To some degree, we all work in Flatland. In the two-dimensional world of thinking and doing, the organizational dialogue goes something like this: If we think hard enough about our problems or goals, we will be able to develop a plan to do all the ‘right’ things to be successful. The traditional work culture places tremendous value on the intellect, on data; on taking action and staying busy to implement the plan. This culture measures our worth and success in terms of how much thinking and doing we can get done in a day. In fact, workers and managers who can get more than a day’s work done are richly rewarded. The value of people in the two-dimensional workplace comes down to getting the job done, irrespective of a person’s quality of character or the demonstration of values. Some organizations are even one dimensional: Don’t think. Just do what I say. In these types of organizations, performance and profit are valued more highly than people—all types of stakeholders, from employees to the community at large—sometimes even at the expense of the consumer.

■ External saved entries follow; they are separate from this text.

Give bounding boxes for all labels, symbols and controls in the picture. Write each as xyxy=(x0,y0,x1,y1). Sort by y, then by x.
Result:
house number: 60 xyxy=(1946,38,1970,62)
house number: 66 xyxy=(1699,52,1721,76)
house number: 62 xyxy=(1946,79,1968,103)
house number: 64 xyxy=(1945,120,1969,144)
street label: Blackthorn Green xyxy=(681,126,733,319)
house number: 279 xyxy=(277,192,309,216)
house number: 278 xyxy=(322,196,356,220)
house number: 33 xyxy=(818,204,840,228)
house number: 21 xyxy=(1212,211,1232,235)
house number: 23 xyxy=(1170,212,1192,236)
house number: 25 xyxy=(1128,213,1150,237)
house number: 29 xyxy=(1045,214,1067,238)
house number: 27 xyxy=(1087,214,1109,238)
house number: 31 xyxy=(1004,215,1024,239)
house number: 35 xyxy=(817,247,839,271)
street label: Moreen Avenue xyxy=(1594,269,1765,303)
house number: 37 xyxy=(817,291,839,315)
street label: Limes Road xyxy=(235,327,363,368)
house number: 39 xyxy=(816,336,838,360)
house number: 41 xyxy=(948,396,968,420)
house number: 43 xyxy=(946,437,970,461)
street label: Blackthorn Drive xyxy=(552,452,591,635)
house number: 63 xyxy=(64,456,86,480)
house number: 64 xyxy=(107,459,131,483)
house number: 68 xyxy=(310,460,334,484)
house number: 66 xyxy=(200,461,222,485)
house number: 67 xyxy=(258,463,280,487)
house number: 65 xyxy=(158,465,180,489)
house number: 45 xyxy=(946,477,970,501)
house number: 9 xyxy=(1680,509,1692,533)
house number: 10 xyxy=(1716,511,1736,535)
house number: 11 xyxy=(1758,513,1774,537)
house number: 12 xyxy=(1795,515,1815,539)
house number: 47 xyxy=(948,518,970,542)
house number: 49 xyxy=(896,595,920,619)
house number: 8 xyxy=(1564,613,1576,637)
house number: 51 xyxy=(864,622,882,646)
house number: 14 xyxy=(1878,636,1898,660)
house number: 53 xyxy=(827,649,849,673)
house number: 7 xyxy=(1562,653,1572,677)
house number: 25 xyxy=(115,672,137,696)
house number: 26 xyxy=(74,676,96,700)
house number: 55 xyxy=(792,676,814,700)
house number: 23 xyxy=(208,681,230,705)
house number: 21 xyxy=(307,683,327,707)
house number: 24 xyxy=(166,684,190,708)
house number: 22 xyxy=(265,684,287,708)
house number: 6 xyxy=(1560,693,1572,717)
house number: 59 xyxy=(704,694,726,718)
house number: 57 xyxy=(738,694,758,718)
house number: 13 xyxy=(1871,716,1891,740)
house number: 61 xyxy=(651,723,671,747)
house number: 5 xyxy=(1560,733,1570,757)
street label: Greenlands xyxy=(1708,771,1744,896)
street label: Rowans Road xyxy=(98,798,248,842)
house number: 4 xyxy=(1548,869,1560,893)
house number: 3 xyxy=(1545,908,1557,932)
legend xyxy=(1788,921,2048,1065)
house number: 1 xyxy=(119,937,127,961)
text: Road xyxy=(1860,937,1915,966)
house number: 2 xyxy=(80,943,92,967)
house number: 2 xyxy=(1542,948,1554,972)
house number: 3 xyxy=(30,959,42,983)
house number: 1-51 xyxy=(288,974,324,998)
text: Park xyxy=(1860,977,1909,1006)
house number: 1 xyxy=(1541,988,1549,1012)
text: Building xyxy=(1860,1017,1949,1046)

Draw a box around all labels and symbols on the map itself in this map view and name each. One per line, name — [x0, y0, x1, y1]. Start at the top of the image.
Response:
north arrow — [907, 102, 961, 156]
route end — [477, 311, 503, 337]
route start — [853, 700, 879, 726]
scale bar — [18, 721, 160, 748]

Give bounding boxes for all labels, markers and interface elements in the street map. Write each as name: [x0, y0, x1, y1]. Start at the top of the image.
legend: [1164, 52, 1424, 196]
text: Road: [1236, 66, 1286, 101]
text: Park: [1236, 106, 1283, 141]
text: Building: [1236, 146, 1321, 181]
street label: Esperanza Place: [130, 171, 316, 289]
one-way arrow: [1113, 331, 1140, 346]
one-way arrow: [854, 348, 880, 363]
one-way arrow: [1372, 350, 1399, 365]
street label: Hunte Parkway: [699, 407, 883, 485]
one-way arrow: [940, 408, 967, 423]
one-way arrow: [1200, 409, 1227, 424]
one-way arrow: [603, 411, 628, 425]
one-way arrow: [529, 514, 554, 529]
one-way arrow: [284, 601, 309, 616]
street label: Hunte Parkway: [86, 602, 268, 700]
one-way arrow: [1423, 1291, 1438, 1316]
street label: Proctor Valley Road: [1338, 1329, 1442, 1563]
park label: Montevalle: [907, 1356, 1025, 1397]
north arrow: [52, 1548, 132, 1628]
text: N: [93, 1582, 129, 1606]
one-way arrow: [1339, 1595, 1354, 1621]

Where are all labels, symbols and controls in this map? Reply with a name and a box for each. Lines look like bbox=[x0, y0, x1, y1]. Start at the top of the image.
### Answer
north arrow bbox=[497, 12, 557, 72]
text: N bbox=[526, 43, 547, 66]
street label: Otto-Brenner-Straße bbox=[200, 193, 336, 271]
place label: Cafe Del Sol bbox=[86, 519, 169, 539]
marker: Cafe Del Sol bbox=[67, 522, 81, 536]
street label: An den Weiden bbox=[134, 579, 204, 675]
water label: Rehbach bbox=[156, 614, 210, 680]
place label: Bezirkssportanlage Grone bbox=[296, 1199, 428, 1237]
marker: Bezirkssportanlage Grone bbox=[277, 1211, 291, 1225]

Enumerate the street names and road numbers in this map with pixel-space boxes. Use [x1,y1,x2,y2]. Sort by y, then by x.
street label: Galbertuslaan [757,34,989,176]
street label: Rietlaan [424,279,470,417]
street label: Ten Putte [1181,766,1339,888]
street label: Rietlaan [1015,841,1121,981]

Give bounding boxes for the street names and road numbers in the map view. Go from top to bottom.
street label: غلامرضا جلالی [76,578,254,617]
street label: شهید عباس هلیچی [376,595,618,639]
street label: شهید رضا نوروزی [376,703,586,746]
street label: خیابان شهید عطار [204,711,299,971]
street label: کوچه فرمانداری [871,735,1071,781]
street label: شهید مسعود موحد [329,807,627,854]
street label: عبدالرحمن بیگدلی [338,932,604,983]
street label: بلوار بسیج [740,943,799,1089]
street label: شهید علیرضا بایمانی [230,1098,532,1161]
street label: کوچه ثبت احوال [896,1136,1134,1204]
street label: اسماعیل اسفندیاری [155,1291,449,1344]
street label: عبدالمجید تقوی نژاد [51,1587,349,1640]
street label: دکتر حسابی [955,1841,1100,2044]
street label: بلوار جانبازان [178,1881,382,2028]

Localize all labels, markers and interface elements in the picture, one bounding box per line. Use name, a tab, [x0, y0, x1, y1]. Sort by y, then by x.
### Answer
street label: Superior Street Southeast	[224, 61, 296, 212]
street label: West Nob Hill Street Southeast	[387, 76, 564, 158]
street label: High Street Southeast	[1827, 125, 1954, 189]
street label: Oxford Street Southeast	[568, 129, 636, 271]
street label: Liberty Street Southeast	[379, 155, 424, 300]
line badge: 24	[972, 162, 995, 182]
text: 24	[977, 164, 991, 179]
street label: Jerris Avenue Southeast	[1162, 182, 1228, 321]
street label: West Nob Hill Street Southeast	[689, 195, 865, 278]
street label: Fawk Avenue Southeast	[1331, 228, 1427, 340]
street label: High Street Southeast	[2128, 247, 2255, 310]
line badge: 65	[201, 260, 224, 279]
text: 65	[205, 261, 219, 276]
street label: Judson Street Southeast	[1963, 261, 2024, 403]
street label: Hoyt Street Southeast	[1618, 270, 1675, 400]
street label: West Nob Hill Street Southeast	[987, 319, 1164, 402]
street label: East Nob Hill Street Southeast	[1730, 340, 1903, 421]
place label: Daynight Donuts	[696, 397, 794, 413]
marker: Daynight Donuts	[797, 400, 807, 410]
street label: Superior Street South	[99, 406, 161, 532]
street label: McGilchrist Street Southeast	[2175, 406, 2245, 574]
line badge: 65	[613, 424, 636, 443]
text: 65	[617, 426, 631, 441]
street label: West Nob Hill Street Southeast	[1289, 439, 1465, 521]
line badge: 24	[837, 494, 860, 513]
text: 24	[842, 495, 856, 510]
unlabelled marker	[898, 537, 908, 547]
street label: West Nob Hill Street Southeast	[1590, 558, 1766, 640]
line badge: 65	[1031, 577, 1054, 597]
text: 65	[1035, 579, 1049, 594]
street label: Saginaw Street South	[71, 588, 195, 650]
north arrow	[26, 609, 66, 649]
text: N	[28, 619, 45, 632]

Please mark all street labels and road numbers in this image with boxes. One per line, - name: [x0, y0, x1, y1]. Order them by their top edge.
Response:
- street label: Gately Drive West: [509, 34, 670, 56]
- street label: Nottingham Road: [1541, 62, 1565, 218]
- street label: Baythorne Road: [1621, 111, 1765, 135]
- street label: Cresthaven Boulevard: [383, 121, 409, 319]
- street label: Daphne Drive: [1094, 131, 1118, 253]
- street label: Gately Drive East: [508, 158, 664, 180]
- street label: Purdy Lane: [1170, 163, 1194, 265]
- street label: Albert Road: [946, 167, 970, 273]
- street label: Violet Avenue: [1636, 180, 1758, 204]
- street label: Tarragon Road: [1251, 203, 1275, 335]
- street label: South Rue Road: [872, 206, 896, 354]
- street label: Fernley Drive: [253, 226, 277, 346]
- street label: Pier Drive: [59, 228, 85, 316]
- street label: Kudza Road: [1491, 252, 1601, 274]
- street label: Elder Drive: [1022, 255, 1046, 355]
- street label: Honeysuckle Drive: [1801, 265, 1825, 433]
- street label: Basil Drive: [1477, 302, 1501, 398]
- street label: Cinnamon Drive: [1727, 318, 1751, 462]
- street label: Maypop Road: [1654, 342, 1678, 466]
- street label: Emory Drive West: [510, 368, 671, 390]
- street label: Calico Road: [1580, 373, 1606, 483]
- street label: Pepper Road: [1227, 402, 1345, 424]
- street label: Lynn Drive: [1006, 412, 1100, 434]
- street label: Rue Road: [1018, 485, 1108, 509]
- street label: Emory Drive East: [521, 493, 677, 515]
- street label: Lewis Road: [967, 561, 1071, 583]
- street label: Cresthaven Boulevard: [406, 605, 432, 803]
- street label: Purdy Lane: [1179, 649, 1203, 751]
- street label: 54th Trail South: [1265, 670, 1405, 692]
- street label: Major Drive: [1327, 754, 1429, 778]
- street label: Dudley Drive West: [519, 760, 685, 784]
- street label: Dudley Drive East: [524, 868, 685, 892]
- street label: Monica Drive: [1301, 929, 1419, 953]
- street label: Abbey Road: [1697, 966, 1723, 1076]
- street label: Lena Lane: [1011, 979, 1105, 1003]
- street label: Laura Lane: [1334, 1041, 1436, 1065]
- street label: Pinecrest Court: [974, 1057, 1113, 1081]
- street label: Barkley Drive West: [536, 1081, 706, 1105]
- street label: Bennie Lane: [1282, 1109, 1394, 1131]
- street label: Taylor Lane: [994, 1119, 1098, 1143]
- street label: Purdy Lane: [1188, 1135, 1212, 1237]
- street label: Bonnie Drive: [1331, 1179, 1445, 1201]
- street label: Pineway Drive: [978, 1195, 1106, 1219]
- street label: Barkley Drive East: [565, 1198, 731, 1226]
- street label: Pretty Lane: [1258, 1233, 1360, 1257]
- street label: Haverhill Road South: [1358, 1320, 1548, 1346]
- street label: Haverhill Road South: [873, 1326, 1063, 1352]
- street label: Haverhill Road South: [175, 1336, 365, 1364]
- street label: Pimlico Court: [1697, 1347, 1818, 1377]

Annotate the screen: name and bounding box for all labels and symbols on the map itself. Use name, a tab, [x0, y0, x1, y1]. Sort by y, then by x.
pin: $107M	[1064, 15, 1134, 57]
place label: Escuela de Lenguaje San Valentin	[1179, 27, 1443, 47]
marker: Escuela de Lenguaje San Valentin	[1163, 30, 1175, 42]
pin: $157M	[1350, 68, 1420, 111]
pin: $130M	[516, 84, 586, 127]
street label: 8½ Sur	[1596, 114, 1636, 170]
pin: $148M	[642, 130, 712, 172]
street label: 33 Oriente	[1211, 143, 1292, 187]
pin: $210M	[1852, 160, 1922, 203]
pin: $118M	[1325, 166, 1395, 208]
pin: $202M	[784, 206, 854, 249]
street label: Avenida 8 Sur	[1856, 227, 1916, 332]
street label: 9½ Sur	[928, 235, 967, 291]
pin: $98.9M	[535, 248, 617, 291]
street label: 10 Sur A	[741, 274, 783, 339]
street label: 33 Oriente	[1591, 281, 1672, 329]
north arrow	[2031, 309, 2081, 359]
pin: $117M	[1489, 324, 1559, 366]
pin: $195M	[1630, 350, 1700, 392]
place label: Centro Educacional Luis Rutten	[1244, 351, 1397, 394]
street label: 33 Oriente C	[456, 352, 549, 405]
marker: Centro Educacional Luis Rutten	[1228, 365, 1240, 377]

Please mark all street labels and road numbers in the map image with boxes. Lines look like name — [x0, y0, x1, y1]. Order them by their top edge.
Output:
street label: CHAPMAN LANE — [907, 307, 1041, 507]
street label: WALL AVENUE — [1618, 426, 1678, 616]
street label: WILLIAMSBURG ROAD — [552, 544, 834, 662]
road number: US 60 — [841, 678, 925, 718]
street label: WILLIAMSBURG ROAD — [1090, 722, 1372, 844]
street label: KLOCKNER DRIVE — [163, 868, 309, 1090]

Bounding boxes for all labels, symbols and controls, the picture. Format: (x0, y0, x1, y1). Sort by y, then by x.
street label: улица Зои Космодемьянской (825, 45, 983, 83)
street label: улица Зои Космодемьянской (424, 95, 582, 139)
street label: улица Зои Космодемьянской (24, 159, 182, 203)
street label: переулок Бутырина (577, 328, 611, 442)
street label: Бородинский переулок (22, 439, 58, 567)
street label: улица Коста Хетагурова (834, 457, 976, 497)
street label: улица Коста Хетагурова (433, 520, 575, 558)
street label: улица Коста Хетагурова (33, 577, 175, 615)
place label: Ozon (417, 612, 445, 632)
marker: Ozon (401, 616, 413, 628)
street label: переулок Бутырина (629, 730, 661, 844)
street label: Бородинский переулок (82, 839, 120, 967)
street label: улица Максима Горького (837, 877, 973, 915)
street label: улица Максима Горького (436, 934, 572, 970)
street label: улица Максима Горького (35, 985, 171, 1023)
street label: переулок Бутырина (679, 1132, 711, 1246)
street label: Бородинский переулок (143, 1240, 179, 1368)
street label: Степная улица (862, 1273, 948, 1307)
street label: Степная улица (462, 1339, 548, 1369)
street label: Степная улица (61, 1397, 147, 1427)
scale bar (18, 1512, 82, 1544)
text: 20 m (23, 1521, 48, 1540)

This imbalance may be overt but more likely it’s subtle, leaving us with a quiet discomfort, difficult to articulate but clearly present. Slogans, well-intentioned morale-boosting activities, and corporate communications that pronounce the opposite can mask our experience. When we do experience that oh-so-rare brush with being regarded in our full humanness—not just our capacity to think and do—we are acutely aware of how much we’ve been longing for it. When we come across people in an organization who really get who we are as unique people, it reminds us of what is positively possible and mostly absent.

We need only turn to the news headlines of the past few years or our own personal history to find further evidence of less-than-human experiences in the workplace. The global economic crisis we’re recovering from has been a crisis of values and morality, not one of the dollar, euro, or yen. In the preface of the World Economic Forum 2010, Klaus Schwab and John J. DeGioia wrote, The current economic crisis should warn us to fundamentally rethink the development of the moral framework and the regulatory mechanisms that underpin our economy, politics and global interconnectedness.² The previous year, in December 2009, the Forum had conducted a unique new opinion poll through Facebook. Respondents—the majority of whom were under thirty years old—were asked how they see the role of values in the economy today. Of the more than one hundred thirty thousand respondents from France, Germany, India, Indonesia, Israel, Mexico, Saudi Arabia, South Africa, Turkey, and the United States, strikingly, more than two-thirds believe the current economic crisis is also a crisis of ethics and values.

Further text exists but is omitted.